Juppé was at pains to throw off his rival's portrayal of him as soft and too quick to compromise.

"I don't underestimate the degree of suffering in this country," he said. "France is suffering economically, socially, morally, politically. But I don't want to tell her it's going to be tougher tomorrow ... I want to give hope. That's what I mean by happy identity."

And he pledged to carry out "reforms that sometimes won't taste like honey".

Juppé leads in polls

Nine other candidates are in the running but have little hope of winning the nomination, according to the opinion polls.

One of them, former budget minister Jean-François Copé, said this weekend that both leading have had their chance, while another, former prime minister François Fillon, accused Sarkozy of "half-measures" and Juppé of being obsessed with unity.
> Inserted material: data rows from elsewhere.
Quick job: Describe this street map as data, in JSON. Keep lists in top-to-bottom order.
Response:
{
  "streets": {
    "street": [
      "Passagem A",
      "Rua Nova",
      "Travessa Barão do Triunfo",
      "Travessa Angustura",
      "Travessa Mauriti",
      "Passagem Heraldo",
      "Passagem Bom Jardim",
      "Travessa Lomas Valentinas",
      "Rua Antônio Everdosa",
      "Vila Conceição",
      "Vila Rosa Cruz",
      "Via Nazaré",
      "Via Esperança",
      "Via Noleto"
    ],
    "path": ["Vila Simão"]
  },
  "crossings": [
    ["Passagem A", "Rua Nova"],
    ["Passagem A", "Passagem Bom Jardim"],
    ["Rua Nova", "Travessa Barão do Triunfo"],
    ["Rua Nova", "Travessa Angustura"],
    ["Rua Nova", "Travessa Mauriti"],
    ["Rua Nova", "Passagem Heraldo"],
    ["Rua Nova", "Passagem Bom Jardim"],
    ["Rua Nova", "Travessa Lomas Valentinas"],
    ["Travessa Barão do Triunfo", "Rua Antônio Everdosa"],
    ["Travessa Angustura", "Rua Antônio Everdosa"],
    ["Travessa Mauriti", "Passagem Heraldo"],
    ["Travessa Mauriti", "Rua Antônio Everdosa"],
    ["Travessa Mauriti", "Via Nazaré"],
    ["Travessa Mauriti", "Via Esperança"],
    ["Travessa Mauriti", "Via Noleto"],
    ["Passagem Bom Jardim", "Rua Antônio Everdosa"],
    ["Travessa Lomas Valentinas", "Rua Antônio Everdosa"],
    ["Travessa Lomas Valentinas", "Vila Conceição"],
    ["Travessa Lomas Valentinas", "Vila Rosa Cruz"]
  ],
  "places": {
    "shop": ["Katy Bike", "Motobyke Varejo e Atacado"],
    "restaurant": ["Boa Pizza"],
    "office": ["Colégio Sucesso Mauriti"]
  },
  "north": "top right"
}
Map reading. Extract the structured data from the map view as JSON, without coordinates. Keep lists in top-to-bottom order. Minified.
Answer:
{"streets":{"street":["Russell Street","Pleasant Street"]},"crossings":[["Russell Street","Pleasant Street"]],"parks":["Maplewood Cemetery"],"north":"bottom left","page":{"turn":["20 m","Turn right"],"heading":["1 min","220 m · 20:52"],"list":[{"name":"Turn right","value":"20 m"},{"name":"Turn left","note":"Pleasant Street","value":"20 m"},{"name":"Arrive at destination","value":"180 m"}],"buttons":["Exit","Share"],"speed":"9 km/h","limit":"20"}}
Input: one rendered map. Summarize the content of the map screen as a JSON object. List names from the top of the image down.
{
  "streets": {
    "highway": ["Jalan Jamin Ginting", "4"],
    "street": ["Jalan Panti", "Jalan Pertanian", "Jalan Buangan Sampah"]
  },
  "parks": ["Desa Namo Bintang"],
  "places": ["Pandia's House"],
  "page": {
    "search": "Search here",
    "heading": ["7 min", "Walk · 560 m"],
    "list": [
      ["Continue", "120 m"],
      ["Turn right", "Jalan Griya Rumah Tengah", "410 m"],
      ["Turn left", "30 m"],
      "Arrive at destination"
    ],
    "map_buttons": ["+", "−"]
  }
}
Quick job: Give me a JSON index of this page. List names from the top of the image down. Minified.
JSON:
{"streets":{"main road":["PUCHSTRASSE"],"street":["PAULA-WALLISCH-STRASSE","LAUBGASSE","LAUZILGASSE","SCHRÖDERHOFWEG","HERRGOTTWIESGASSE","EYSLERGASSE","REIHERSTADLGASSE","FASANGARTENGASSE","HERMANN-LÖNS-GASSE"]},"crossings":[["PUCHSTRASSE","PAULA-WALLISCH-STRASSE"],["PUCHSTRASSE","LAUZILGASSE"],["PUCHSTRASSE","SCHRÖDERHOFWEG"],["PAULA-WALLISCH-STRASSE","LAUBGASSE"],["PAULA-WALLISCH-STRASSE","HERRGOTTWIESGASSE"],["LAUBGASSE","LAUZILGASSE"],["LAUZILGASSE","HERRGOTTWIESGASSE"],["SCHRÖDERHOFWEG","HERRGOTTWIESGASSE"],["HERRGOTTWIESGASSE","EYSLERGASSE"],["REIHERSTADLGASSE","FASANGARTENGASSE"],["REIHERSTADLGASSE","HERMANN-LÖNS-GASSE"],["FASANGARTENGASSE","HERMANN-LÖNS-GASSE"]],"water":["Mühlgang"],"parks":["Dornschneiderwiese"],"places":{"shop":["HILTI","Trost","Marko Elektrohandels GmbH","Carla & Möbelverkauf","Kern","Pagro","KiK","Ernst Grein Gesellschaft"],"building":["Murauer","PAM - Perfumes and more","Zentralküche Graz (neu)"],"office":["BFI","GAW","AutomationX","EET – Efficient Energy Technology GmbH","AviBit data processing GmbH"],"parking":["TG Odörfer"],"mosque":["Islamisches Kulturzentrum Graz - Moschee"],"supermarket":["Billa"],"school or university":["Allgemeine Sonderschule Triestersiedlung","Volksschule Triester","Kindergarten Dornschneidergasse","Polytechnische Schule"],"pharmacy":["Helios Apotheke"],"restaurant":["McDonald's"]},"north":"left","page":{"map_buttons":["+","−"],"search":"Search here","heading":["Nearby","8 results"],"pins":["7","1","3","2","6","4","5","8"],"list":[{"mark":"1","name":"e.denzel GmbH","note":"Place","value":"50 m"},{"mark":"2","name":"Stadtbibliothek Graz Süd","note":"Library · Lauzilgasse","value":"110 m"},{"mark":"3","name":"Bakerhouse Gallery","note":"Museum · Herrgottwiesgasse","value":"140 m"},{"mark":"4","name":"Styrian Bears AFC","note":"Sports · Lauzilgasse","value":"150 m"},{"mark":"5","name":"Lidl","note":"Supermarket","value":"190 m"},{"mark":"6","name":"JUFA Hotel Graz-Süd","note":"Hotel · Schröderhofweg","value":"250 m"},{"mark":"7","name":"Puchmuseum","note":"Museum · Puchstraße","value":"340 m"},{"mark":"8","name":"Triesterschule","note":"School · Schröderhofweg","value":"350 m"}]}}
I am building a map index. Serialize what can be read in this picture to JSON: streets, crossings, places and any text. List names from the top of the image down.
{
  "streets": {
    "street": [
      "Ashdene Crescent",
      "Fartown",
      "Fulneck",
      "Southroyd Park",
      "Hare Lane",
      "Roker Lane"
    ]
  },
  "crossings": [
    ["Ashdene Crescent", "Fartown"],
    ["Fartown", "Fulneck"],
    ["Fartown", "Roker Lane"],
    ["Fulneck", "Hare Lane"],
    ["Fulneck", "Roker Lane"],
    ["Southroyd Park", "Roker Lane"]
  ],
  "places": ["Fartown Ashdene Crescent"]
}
Although the latest opinion poll, published by TNS Sofres on Sunday, put Sarkozy and Juppé neck and neck among people who said they would definitely vote in the primary, all others have put Juppé ahead, in another recent one at 38 percent against the former president's 24 percent.

If only supporters who are not party members were to vote, however, Sarkozy would win in a landslide, with 45 percent in the first round and 59 percent in the second, according to TNS Sofres.